Animal-borne acoustic data alone can provide high accuracy classification of activity budgets

This telemetry case report explores the use of animal-borne acoustic recorders to automatically infer activities in seabirds.

Date published: 2021/09/17

Title: Animal-borne acoustic data alone can provide high accuracy classification of activity budgets

Authors: Andréa Thiebault, Chloé Huetz, Pierre Pistorius, Thierry Aubin & Isabelle Charrier 

Journal: Animal Biotelemetry

Citation: Thiebault, A., Huetz, C., Pistorius, P. et al. Animal-borne acoustic data alone can provide high accuracy classification of activity budgets. Anim Biotelemetry 9, 28 (2021). https://doi.org/10.1186/s40317-021-00251-1

Open Access: Yes

Abstract

Background

Studies on animal behaviour often involve the quantification of the occurrence and duration of various activities. When direct observations are challenging (e.g., at night, in a burrow, at sea), animal-borne devices can be used to remotely record the movement and behaviour of an animal (e.g., changing body posture and movement, geographical position) and/or its immediate surrounding environment (e.g., wet or dry, pressure, temperature, light). Changes in these recorded variables are related to different activities undertaken by the animal. Here we explored the use of animal-borne acoustic recorders to automatically infer activities in seabirds.

Results

We deployed acoustic recorders on Cape gannets and analysed sound data from 10 foraging trips. The different activities (flying, floating on water and diving) were associated with clearly distinguishable acoustic features. We developed a method to automatically identify the activities of equipped individuals, exclusively from animal-borne acoustic data.

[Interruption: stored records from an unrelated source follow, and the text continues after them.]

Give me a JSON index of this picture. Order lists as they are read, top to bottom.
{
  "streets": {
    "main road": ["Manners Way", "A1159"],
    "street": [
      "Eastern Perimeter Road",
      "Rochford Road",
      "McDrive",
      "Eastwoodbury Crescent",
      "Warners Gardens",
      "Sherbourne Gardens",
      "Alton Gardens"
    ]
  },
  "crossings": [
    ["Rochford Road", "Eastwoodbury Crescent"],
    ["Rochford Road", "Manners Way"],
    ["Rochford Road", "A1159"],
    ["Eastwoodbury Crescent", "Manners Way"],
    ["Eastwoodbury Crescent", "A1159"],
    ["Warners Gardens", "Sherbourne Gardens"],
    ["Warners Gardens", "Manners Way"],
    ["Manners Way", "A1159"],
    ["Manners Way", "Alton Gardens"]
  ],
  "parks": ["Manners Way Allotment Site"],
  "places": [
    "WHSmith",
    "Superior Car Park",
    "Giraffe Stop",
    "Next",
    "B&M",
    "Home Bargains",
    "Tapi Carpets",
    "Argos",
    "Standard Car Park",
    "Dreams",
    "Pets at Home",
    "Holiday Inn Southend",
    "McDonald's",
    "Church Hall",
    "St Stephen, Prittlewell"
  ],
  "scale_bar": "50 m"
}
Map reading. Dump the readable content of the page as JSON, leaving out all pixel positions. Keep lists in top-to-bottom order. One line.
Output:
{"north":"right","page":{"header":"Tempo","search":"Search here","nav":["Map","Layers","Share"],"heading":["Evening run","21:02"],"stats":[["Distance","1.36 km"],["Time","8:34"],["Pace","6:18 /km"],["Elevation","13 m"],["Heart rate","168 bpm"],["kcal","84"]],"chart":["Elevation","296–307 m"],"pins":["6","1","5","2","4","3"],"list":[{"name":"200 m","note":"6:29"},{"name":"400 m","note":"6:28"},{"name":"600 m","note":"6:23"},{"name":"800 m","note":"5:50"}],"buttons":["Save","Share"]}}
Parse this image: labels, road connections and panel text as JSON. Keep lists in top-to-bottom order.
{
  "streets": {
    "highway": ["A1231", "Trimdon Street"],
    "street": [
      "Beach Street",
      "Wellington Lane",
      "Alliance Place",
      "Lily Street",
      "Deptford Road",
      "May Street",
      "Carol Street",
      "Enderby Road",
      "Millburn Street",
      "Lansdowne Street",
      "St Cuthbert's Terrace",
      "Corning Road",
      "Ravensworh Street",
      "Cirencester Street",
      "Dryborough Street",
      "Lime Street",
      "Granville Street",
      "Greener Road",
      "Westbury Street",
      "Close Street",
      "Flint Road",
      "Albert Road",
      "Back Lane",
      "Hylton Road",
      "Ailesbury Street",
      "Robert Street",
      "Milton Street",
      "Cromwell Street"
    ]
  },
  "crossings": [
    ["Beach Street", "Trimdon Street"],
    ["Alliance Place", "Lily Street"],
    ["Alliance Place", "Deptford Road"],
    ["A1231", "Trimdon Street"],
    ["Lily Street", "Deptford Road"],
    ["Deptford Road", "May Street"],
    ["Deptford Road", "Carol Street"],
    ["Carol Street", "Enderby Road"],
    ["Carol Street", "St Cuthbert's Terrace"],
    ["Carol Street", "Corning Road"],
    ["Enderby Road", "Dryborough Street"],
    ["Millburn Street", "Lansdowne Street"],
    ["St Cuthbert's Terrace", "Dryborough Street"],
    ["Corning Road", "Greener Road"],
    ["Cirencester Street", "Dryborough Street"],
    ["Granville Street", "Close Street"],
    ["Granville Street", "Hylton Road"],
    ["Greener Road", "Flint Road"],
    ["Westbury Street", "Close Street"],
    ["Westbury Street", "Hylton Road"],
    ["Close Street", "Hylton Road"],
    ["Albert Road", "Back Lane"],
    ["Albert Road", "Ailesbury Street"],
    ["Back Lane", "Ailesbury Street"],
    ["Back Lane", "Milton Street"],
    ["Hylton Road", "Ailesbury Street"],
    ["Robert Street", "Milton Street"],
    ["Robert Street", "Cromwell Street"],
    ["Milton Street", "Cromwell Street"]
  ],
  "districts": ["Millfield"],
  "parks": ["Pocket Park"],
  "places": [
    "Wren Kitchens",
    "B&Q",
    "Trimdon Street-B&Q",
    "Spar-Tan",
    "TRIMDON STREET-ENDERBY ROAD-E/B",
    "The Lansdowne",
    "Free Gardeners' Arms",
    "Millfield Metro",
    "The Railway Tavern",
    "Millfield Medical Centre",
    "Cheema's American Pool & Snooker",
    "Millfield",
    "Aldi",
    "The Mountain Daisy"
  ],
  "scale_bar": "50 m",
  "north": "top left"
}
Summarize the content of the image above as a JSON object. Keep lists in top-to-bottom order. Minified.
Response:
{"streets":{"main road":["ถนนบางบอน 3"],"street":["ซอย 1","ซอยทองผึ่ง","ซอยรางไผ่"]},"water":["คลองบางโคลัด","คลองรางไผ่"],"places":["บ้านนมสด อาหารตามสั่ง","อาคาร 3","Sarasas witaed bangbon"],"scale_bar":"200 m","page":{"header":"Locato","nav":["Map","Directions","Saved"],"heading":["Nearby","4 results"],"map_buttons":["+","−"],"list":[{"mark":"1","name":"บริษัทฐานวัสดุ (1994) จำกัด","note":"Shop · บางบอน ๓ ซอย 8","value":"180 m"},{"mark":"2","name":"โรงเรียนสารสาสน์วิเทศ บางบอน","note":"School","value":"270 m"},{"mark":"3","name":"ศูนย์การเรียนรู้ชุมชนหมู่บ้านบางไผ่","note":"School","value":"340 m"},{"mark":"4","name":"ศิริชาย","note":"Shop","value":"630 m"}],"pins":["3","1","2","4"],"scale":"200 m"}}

A random subset of four foraging trips was manually labelled and used to train a classification algorithm (k-nearest neighbour model). The algorithm correctly classified activities with a global accuracy of 98.46%. The model was then used to automatically assess the activity budgets on the remaining non-labelled data, as an illustrative example. In addition, we conducted a systematic review of studies that have previously used data from animal-borne devices to automatically classify animal behaviour (n = 61 classifications from 54 articles). The majority of studies (82%) used accelerometers (alone or in combination with other sensors, such as gyroscopes or magnetometers) for classifying activities, and to a lesser extent GPS, acoustic recorders or pressure sensors, all potentially providing a good accuracy of classification (> 90%).

Conclusion

This article demonstrates that acoustic data alone can be used to reconstruct activity budgets with very good accuracy. In addition to the animal’s activity, acoustic devices record the environment of equipped animals (biophony, geophony, anthropophony) that can be essential to contextualise the behaviour of animals. They hence provide a valuable alternative to the set of tools available to assess animals’ behaviours and activities in the wild.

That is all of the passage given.